I have 2 data frames
Name Middle Name Last Name
0 Ambar Klein Liam
1 Maya J Jacobson
2 Steve Knowles Gomez
3 Sam l Smith
4 Gomez John Smith
5 Mical M Mason
Name Last Name
0 Smith Klein
1 Sams Peter
2 Betts Knowles
I am trying to concat these 2 data frames that relatively have the same data but dont necessarily have any joining fields. My goal is to have all the data in one DF rather than having to work from multiple dfs.
I currently have the following code, but when i concat all the columns are not concat into one table, but rather some column are missing and show up in the row.
test_li = []
for test_filename in test:
test_df = pd.read_excel(test_filename, index_col=None, header=None)
test_li.append(test_df)
test_frame = (
pd.concat(test_li , axis=0, ignore_index=True)

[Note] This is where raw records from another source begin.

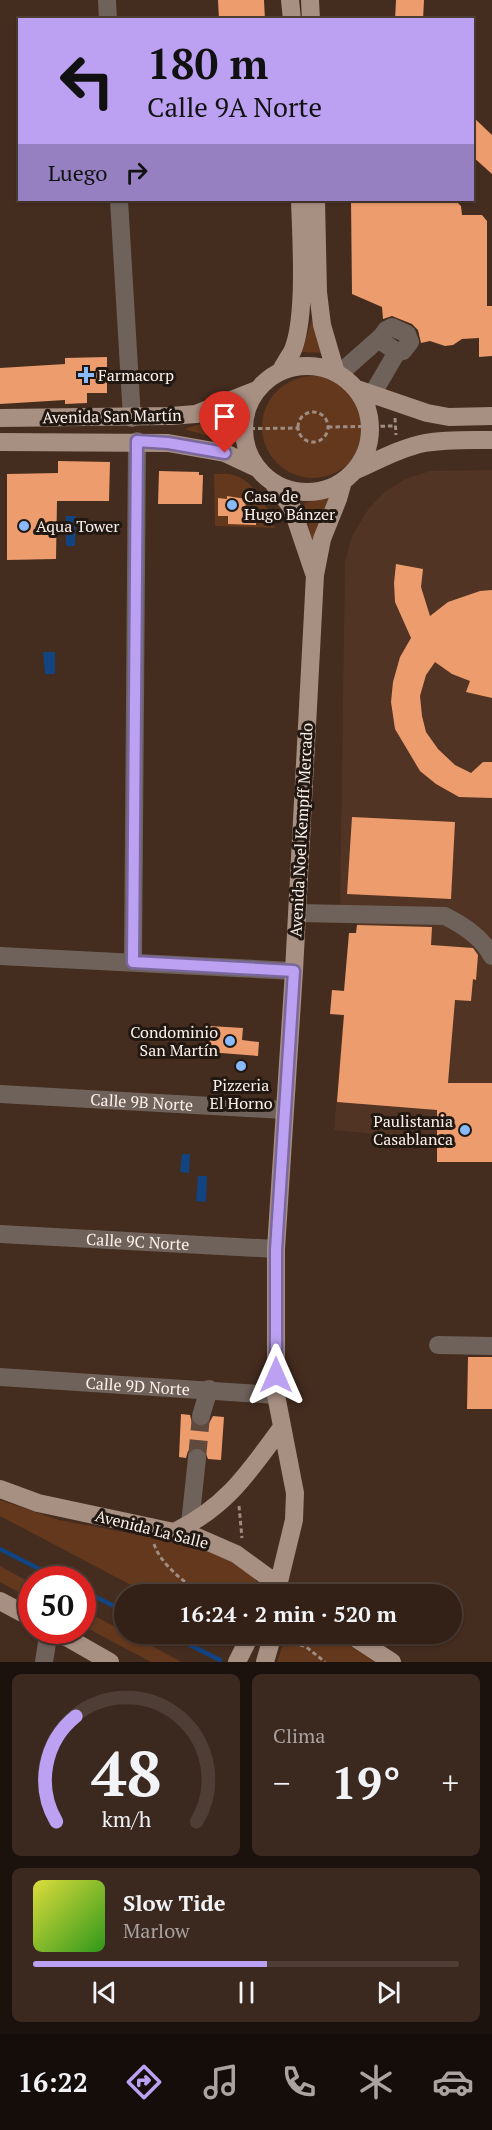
<!DOCTYPE html>
<html lang="es">
<head>
<meta charset="utf-8">
<style>
	:root { --surface:#332117; --page:#3b2920; --text:#f1f3f6; --muted:#a9a3a1; --line:#4e3e36; --accent:#bca0f2 }
	body { margin:0; font-family:"PT Serif",serif; background:var(--page); color:var(--text); height:100vh; display:flex; flex-direction:column; font-size:22px; white-space:nowrap }
	* { box-sizing:border-box; margin:0 }
	p { font-size:20px; color:var(--muted) }
	.icon { flex:none; width:33px; height:33px; fill:none; stroke:currentColor; stroke-width:2; stroke-linecap:round; stroke-linejoin:round }
	.map { position:relative; height:1662px; overflow:hidden }
	.side { display:flex; flex-direction:column; gap:12px; padding:12px; background:#1c120d; flex:1 }
	.side>* { flex:none }
	.banner { position:absolute; left:18px; top:18px; width:456px; height:183px; border-radius:0px; box-shadow:0 2px 4px #0004,0 0 0 2px var(--line); background:#bca0f2; color:#111; overflow:hidden }
	.speed { position:absolute; left:18px; top:1566px; display:flex; gap:12px; font-size:30px; font-weight:700; text-align:center }
	.speed>* { display:grid; place-content:center; width:78px; height:78px; border-radius:50%; background:var(--surface); box-shadow:0 2px 4px #0004,0 0 0 2px var(--line); line-height:1 }
	.speed .limit { border:9px solid #d22; background:#fff; color:#111 }
	.pin { position:absolute; display:grid; place-items:center; width:51px; height:51px; color:#fff; margin:-62px -26px; border-radius:50% 50% 50% 0; rotate:-45deg; box-shadow:0 0 6px #0007 }
	.pin .icon { rotate:45deg }
	.me { position:absolute; width:66px; margin:-33px; rotate:0deg; stroke-linejoin:round; filter:drop-shadow(0 0 4px #0008) }
	.turn { display:flex; align-items:center; gap:21px; height:126px; padding:0 30px; font-size:27px }
	.turn .icon { width:78px; height:78px; stroke-width:2.5 }
	.turn b { display:block; font-size:42px; line-height:51px }
	.then { display:flex; align-items:center; height:57px; padding:0 30px; background:#0003; gap:12px; font-size:22px }
	.big { font-size:45px; font-weight:700; line-height:1.1 }
	.side .widget { flex:1; display:flex; flex-direction:column; justify-content:center; gap:9px; min-width:0; padding:0 21px; border-radius:9px; background:var(--page) }
	.side .dial { align-items:center; gap:0 }
	.dial svg { height:156px; overflow:visible; fill:none; stroke:var(--line); stroke-width:7; stroke-linecap:round; text-anchor:middle }
	.dial text { fill:var(--text); stroke:none }
	.song { display:flex; align-items:center; gap:18px }
	.cover { width:72px; height:72px; border-radius:9px; background:linear-gradient(135deg,hsl(60 70% 55%),hsl(110 70% 35%)) }
	.played { height:6px; border-radius:3px; background:linear-gradient(90deg,var(--accent) 55%,var(--line) 55%) }
	.keys { display:flex; justify-content:space-around; direction:ltr }
	.heat { display:flex; justify-content:space-between; align-items:center; font-size:33px; direction:ltr }
	.side .tiles { flex:1; display:grid; gap:12px; grid-template-columns:1fr 1fr }
	.widget:last-child { grid-column:span 2 }
	.trip { position:absolute; left:114px; top:1584px; width:348px; height:60px; border-radius:30px; background:var(--surface); box-shadow:0 2px 4px #0004,0 0 0 2px var(--line); font-weight:700; line-height:60px; text-align:center }
	.dock { display:flex; height:96px; justify-content:space-around; align-items:center; background:#140d09; color:var(--muted) }
	.dock .icon { width:42px; height:42px }
	.dock .on { color:var(--accent) }
	.dock b { font-size:27px; color:var(--text) }
	.map>svg:first-child { display:block }
	.built { fill:#513423 }
	.green { fill:#63381d }
	.water { fill:#124481 }
	.lines { fill:none; stroke-linecap:round; stroke-linejoin:round }
	.stream { stroke:#124481; stroke-width:4.5 }
	.building { fill:#ed9c6d }
	.minor-tunnel { stroke:#604a3e; stroke-width:18; stroke-dasharray:18 9; stroke-linecap:butt }
	.path { stroke:#9f8c83; stroke-width:3; stroke-dasharray:4.5 3; stroke-linecap:butt }
	.minor { stroke:#6e625b; stroke-width:18 }
	.major { stroke:#a78f82; stroke-width:18 }
	.route-casing { stroke:#7a689d; stroke-width:15 }
	.route { stroke:#bca0f2; stroke-width:10 }
	.poi-dot { fill:#89bafc; stroke:#221812; stroke-width:2 }
	.labels { text-anchor:middle; dominant-baseline:central; stroke-width:6; stroke-linejoin:round; paint-order:stroke }
	.poi-label { font-size:16px; fill:#fef1eb; stroke:#221812; text-anchor:start }
	.street-label { font-size:16px; fill:#fef1eb; stroke:#221812 }
</style>
</head>
<body>
<div class="map">
<svg width="492" height="1662" viewBox="0 0 492 1662">
	<rect width="100%" height="100%" fill="#442c1f"/>
	<!-- built -->
	<path class="built" d="M492,470V1083H451L450,1120H437V1140L334,1130L343,1016L330,1014L332,990H344L349,933H356L357,923L340,907L345,561L352,536L369,508L385,492L405,479L430,471Z"/>
	<!-- green -->
	<path class="green" d="M315,309L324,353L302,352Z
		M262 427a51 51 0 1 1 102 0a51 51 0 1 1-102 0Z
		M234,414L233,443L184,429Z
		M214,474C220,474 228,473 234,475C257,483 267,507 275,528L215,526Z
		M333,496L320,517L313,546L304,503Z
		M0,1500L59,1520L198,1546L222,1554L251,1572L258,1584L257,1594H148L0,1516Z
		M0,1566L31,1583V1599L0,1582Z
		M83,1610L182,1662H151L83,1626Z
		M293,1634H331L375,1662H277L282,1647Z"/>
	<!-- water -->
	<path class="water" d="M66,516H76L75,546H66Z
		M43,652H55V674H45Z
		M182,1154H190L189,1173L180,1172Z
		M198,1176H207L206,1202L196,1201Z"/>
	<g class="lines">
		<!-- stream -->
		<path class="stream" d="M0,1549L61,1580
			M82,1590L124,1611
			M168,1634L220,1660"/>
	</g>
	<!-- building -->
	<path class="building" d="M218,0H264L265,20H219Z
		M396,0H424L423,20H395Z
		M472,116L492,135V174L472,156Z
		M351,200H455L461,206L462,215H482L487,221V306H492V356L479,357V338L462,339L453,345L445,346L430,341L421,343L418,330L412,324L392,316L383,319L382,307L352,294Z
		M107,357V393H87V403L65,404V400L0,404V368L65,364V358Z
		M58,461L110,462L109,501H57L56,559L7,560V474L58,473Z
		M159,471L199,472V475H203L202,504H158Z
		M227,496L246,499L245,510L256,511V525L228,524V516H218V498L227,499Z
		M396,564L423,569L421,587L430,616L448,602L480,591L492,590V698L466,692L470,681L452,674L435,662L426,675L420,696L422,716L426,732L438,749L455,765L471,773L483,762H492V798L459,797L436,784L420,771L395,729L391,702L393,682L400,657L411,638L395,602L394,583Z
		M352,817L455,822L451,899L347,894Z
		M357,925L432,927L431,945L473,948L478,955L476,980L473,979L471,1001L455,1000L448,1083H492V1162H437V1110L337,1102L344,1015L330,1014L332,990L344,991L349,933H356Z
		M210,1026L243,1028L242,1040L259,1042L258,1056L208,1052Z
		M468,1357H492V1409H467Z
		M181,1414L190,1415L192,1423L198,1427L208,1425L213,1416L224,1417L221,1460L208,1459L204,1449L198,1447L188,1451L186,1458L179,1457Z"/>
	<g class="lines">
		<!-- minor-tunnel -->
		<path class="minor-tunnel" d="M197,1458L201,1416"/>
		<!-- path -->
		<path class="path" d="M298 427a15 15 0 1 1 30 0a15 15 0 1 1-30 0Z
			M395,418L396,435
			M328,427L395,426
			M228,429L298,428
			M227,437L229,417
			M239,1506L242,1538
			M154,1544C161,1565 183,1580 200,1594
			M285,1643L305,1646L325,1662"/>
		<!-- minor -->
		<g class="minor">
			<path d="M107,0L108,20"/>
			<path d="M119,200L132,418"/>
			<path d="M392,327L407,334L410,342L403,351L397,352L384,343L382,336L386,330Z"/>
			<path d="M339,374L382,336"/>
			<path d="M366,405L397,352"/>
			<path d="M297,913L445,916C463,925 482,937 492,956"/>
			<path d="M0,956L294,971"/>
			<path d="M133,962L137,441"/>
			<path id="s1" d="M0,1094L284,1110"/>
			<path id="s2" d="M0,1234L276,1249"/>
			<path d="M438,1345L492,1346"/>
			<path id="s3" d="M0,1377L276,1395"/>
			<path d="M201,1416L209,1389"/>
			<path d="M190,1524L197,1458"/>
			<path d="M44,1662L49,1630"/>
		</g>
		<!-- major -->
		<path class="major" d="M290,0L292,20
			M310,0L311,20
			M316,200L318,292L322,325L336,373
			M244 429a63 63 0 1 1 126 0a63 63 0 1 1-126 0Z
			M280,372C284,365 288,358 292,352C307,320 301,236 300,200
			M357,389L427,413L449,417L492,416
			M0,418L170,416L196,414L257,390
			M0,442L168,443L225,453L257,468
			M354,471C377,461 400,448 425,443C447,439 470,440 492,440
			M274,484L292,508L314,573
			M0,1489L38,1503L197,1537L236,1554L291,1594
			M176,1531C227,1506 249,1472 282,1427
			M278,1594V1586L294,1520L295,1493L276,1395V1249L294,971L315,575L322,539L338,499L343,481
			M0,1601L32,1618
			M54,1630L110,1662
			M349,1634L392,1662
			M237,1662L251,1634
			M265,1662L273,1634"/>
	</g>
	<g class="lines">
		<!-- route casing -->
		<g class="route-casing">
			<path id="route" d="M225,453L168,443L137,441L133,962L294,971L276,1250V1375"/>
		</g>
		<!-- route -->
		<use href="#route" class="route"/>
	</g>
	<!-- markers -->
	<g class="poi-dot">
		<path d="M83 366h6v6h6v6h-6v6h-6v-6h-6v-6h6z"/>
		<circle cx="232" cy="505" r="6"/>
		<circle cx="24" cy="526" r="6"/>
		<circle cx="230" cy="1041" r="6"/>
		<circle cx="241" cy="1066" r="6"/>
		<circle cx="465" cy="1130" r="6"/>
	</g>
	<g class="labels">
		<!-- poi labels -->
		<g class="poi-label">
			<text x="98" y="375">Farmacorp</text>
			<text x="244" y="496">Casa de<tspan x="244" dy="18">Hugo Bánzer</tspan></text>
			<text x="36" y="526">Aqua Tower</text>
			<text x="218" y="1032" text-anchor="end">Condominio<tspan x="218" dy="18">San Martín</tspan></text>
			<text x="241" y="1085" text-anchor="middle">Pizzeria<tspan x="241" dy="18">El Horno</tspan></text>
			<text x="453" y="1121" text-anchor="end">Paulistania<tspan x="453" dy="18">Casablanca</tspan></text>
		</g>
		<!-- street labels -->
		<g class="street-label">
			<text transform="translate(112 416) rotate(-1)">Avenida San Martín</text>
			<text transform="translate(301 830) rotate(-87)">Avenida Noel Kempff Mercado</text>
			<text stroke="none"><textPath href="#s1" startOffset="142">Calle 9B Norte</textPath></text>
			<text stroke="none"><textPath href="#s2" startOffset="138">Calle 9C Norte</textPath></text>
			<text stroke="none"><textPath href="#s3" startOffset="138">Calle 9D Norte</textPath></text>
			<text transform="translate(152 1529) rotate(14)">Avenida La Salle</text>
		</g>
	</g>
</svg>
<div class="speed"><div class="limit">50</div></div>
<div class="pin" style="left:225px;top:453px;background:#d93025"><svg class="icon" aria-label="arrive" viewBox="0 0 24 24"><path d="M6 21V4h12l-3 4 3 4H6"/></svg></div>
<svg class="me" style="left:276px;top:1375px" viewBox="-20 -20 40 40"><path d="M0-17L14 15 0 8-14 15z" fill="#bca0f2" stroke="#fff" stroke-width="4"/></svg>
<div class="trip">16:24 · 2 min · 520 m</div>
<div class="banner">
<div class="turn"><svg class="icon" aria-label="left" viewBox="0 0 24 24"><path d="M17 20v-9H6M10 6l-5 5 5 5"/></svg><div><b>180 m</b>Calle 9A Norte</div></div>
<div class="then">Luego<svg class="icon" aria-label="right" viewBox="0 0 24 24"><path d="M7 20v-9h11M14 6l5 5-5 5"/></svg></div>
</div>
</div>
<section class="side">
<div class="tiles">
<div class="widget dial"><svg viewBox="0 0 100 80">
<path d="M14 69A42 42 0 1 1 86 69"/>
<path d="M14 69A42 42 0 0 1 24 15" stroke="#bca0f2"/>
<text x="50" y="56" font-size="32" font-weight="700">48</text>
<text x="50" y="72" font-size="11">km/h</text>
</svg></div>
<div class="widget"><p>Clima</p>
<div class="heat"><a>−</a><b class="big">19°</b><a>+</a></div>
</div>
<div class="widget">
<div class="song"><i class="cover"></i><div><b>Slow Tide</b><p>Marlow</p></div></div>
<div class="played"></div>
<div class="keys"><svg class="icon" aria-label="previous" viewBox="0 0 24 24"><path d="M18 5L8 12l10 7zM5 5v14"/></svg><svg class="icon" aria-label="pause" viewBox="0 0 24 24"><path d="M8 5v14M16 5v14"/></svg><svg class="icon" aria-label="next" viewBox="0 0 24 24"><path d="M6 5l10 7-10 7zM19 5v14"/></svg></div>
</div>
</div>
</section>
<nav class="dock">
<b>16:22</b>
<svg class="icon on" aria-label="directions" viewBox="0 0 24 24"><path d="M12 3l9 9-9 9-9-9zM9 14v-3h6M13 9l2 2-2 2"/></svg>
<svg class="icon" aria-label="music" viewBox="0 0 24 24"><path d="M9 18V5l10-2v13"/><circle cx="6" cy="18" r="3"/><circle cx="16" cy="16" r="3"/></svg>
<svg class="icon" aria-label="phone" viewBox="0 0 24 24"><path d="M5 4h4l2 5-3 2q2 4 5 5l2-3 5 2v4C11 20 4 13 5 4z"/></svg>
<svg class="icon" aria-label="climate" viewBox="0 0 24 24"><path d="M12 3v18M4 7l16 10M4 17L20 7"/></svg>
<svg class="icon" aria-label="car" viewBox="0 0 24 24"><path d="M5 17H2v-5l4-1 3-4h7l3 4 3 1v5h-3M9 17h6M6 11h13"/><circle cx="7" cy="17" r="2"/><circle cx="17" cy="17" r="2"/></svg>
</nav>
</body>
</html>
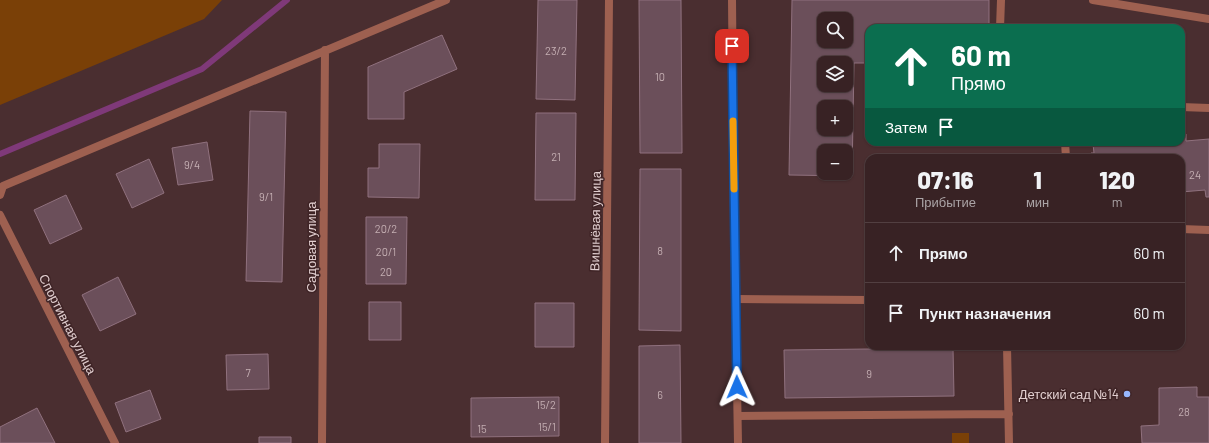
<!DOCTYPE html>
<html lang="ru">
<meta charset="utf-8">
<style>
body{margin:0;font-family:Barlow,sans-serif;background:#432f31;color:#f1f3f6;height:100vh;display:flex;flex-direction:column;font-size:15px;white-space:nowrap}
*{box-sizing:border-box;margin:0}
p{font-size:13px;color:#aba4a6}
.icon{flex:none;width:22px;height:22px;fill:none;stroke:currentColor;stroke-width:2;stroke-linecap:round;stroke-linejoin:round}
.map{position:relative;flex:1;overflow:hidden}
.panel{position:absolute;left:865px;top:154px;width:320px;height:196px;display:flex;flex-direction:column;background:#382224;border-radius:12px;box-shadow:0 1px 3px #0004,0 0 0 1px #523f41}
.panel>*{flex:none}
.top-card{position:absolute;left:865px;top:24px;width:320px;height:122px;border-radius:12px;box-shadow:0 1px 3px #0004,0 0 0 1px #523f41;background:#0b6e4f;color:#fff;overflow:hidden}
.fabs{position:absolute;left:817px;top:12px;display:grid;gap:8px}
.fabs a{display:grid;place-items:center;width:36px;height:36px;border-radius:8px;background:#382224;box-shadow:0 1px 3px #0004,0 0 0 1px #523f41;font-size:20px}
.pin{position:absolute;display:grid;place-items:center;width:34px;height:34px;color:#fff;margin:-17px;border-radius:8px;box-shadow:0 2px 6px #0006}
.me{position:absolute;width:44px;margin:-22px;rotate:359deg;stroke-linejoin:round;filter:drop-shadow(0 0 3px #0008)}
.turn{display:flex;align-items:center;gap:14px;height:84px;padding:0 20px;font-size:18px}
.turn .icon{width:52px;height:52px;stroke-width:2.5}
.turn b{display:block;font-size:28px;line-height:34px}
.then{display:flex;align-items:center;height:38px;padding:0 20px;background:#0003;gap:8px;font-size:15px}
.eta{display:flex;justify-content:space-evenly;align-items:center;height:68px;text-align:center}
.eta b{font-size:24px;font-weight:800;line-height:28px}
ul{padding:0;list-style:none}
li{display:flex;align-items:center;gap:12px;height:60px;padding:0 20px;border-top:1px solid #523f41}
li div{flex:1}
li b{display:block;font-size:15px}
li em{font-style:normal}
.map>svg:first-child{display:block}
</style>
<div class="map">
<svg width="1209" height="443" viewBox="0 0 1209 443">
<rect width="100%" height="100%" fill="#4a2e30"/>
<!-- green -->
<path fill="#7a4007" d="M0,0H222L204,19L0,105Z
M952,433H969V443H952Z"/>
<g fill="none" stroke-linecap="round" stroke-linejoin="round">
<!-- stream -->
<path stroke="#7f3979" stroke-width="6" d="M0,154L202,69L287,0"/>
</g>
<!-- building -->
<path fill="#6b4f5a" stroke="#90717e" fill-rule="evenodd" d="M538,0H577L575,100L536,99Z
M639,0H681L682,153H640Z
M792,0H989V28H869V63H854L852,176L789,175ZM824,19H846V41H824ZM824,63H846V85H824ZM824,107H846V129H824ZM824,151H846V173H824Z
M442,35L457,69L404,92V119H368V67Z
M250,111L286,112L282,282L246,281Z
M536,113H576L575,200H535Z
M1186,134V141L1209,139V197H1206L1205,190L1181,192V158H1091V153H1094L1093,144L1115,142H1181V135Z
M207,142L213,180L178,185L172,148Z
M379,144H420L419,198L368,197V168H379Z
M149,159L164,193L132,208L116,174Z
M640,169H681V331L639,330Z
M66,195L82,229L50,244L34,210Z
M366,217H407L406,284H366Z
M118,277L136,314L100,331L82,295Z
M369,302H401V340H369Z
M535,303H574V347H535Z
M680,345L681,443H639V346Z
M953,348L954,396L785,398L784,350Z
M268,354L269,389L227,390L226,355Z
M1197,387V397H1209V443H1142L1141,426L1159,425V388Z
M150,390L161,419L126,432L115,403Z
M559,397V436L471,437V398Z
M37,408L55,443H0V427Z
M259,437H291V443H259Z"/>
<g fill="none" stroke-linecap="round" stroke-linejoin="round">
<!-- lane -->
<path stroke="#9e6050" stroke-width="8" d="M732,0L734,214
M1093,0L1209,19
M1000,28L1001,0
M1181,107L1209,108
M1065,142L1066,158
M1181,229L1209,230
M736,299L869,300
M1007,346L1009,443
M738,416L1009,414"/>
<!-- street -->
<path stroke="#9e6050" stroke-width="8" d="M0,195L3,186L446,0
M734,214L738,443
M0,215L115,443
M322,443L325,50
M605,443L609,0"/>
</g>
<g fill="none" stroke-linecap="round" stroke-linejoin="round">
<defs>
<path id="route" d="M732,46L737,387"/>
</defs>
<!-- route casing -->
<use href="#route" stroke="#114b97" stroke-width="10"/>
<!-- route -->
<use href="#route" stroke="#1a73e8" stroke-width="7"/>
<!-- slow -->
<path stroke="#f59e0b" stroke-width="7" d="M733,121L734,189"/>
</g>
<!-- markers -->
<circle fill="#97b6fd" stroke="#3f2426" stroke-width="1.5" cx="1127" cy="394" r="4"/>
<g text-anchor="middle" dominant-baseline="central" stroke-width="3" stroke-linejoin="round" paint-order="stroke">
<!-- number labels -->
<g font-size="11" fill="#c4aeb2">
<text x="556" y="50">23/2</text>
<text x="660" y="76">10</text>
<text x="556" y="156">21</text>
<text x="192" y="164">9/4</text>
<text x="1195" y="174">24</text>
<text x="266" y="196">9/1</text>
<text x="386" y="228">20/2</text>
<text x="660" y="250">8</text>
<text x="386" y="251">20/1</text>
<text x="386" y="271">20</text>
<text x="248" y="372">7</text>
<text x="869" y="373">9</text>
<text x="660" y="394">6</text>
<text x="546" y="404">15/2</text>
<text x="1184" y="411">28</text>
<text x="547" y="426">15/1</text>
<text x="482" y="428">15</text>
</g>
<!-- street labels -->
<g font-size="13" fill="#e1cecf" stroke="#3f2426">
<text transform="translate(595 221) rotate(-89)">Вишнёвая улица</text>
<text transform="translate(311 247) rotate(-90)">Садовая улица</text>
<text transform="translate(68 324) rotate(63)">Спортивная улица</text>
</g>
<!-- poi labels -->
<g font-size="13" fill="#e1cecf" stroke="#3f2426" text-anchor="end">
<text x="1119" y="394">Детский сад №14</text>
</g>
</g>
</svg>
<div class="fabs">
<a><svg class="icon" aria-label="search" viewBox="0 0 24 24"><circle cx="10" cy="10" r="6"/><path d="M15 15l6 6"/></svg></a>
<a><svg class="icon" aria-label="layers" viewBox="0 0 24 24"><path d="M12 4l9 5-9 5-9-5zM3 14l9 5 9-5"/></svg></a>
<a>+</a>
<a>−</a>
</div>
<div class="pin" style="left:732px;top:46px;background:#d93025"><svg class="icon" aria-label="arrive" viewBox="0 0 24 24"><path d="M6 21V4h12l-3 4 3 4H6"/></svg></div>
<svg class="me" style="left:737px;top:387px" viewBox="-20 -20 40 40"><path d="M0-17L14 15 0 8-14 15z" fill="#1a73e8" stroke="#fff" stroke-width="4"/></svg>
<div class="top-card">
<div class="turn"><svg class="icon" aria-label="ahead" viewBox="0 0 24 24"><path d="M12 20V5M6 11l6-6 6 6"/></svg><div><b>60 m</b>Прямо</div></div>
<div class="then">Затем<svg class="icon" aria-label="arrive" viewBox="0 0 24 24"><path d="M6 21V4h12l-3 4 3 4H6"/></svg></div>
</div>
<section class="panel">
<div class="eta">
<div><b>07:16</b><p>Прибытие</p></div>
<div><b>1</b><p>мин</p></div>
<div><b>120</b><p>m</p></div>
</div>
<ul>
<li><svg class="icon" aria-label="ahead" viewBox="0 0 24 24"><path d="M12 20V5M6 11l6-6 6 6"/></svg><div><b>Прямо</b></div><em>60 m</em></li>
<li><svg class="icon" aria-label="arrive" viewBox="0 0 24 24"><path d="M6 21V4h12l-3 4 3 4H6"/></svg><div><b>Пункт назначения</b></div><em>60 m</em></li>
</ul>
</section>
</div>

.dropna(how="all") #to get rid of the eventual extra rows above each header
.drop_duplicates() #to get rid of the cumulated duplicated headers
.T.set_index(0).T #to make the first row as header of the dataframe
# .drop(list(df.filter(regex=string)),axis=1,inplace=True)
)
test_frame = test_frame.loc[:,test_frame.columns.notnull()]
test_frame
the above code produces the current output: However in row 13 you can see that one of my tables had Only the first and last name as columns whereas the second table had first, middle and last name. And during the concat process, the headers from one of the tables is converted into row 13.
Current output
Name Middle Name Last Name
1 Ambar Klein Liam
2 Maya J Jacobson
3 Steve Knowles Gomez
4 Sam l Smith
5 Gomez John Smith
6 Mical M Mason
12 NaN NaN t
13 Name Last Name NaN
14 Smith Klein NaN
15 Sams Peter NaN
16 Betts Knowles NaN
I would like to be able to concat my dfs and have the output in the format below, and to where all the columns from both dfs are merged together.
Desired Output
Name Middle Name Last Name
0 Ambar Klein Liam
1 Maya J Jacobson
2 Steve Knowles Gomez
3 Sam l Smith
4 Gomez John Smith
5 Mical M Mason
6 Smith - Klein
7 Sams - Peter
8 Betts - Knowles
You should import your data with a correct header. Use the default header=0
parameter of read_excel
, not header=None
:
test_li = []
for test_filename in test:
test_li.append(pd.read_excel(test_filename, index_col=None))
Then a simple concat
will work directly:
test_frame = (pd.concat(test_li, ignore_index=True)
.dropna(how='all') # optional
.drop_duplicates() #
)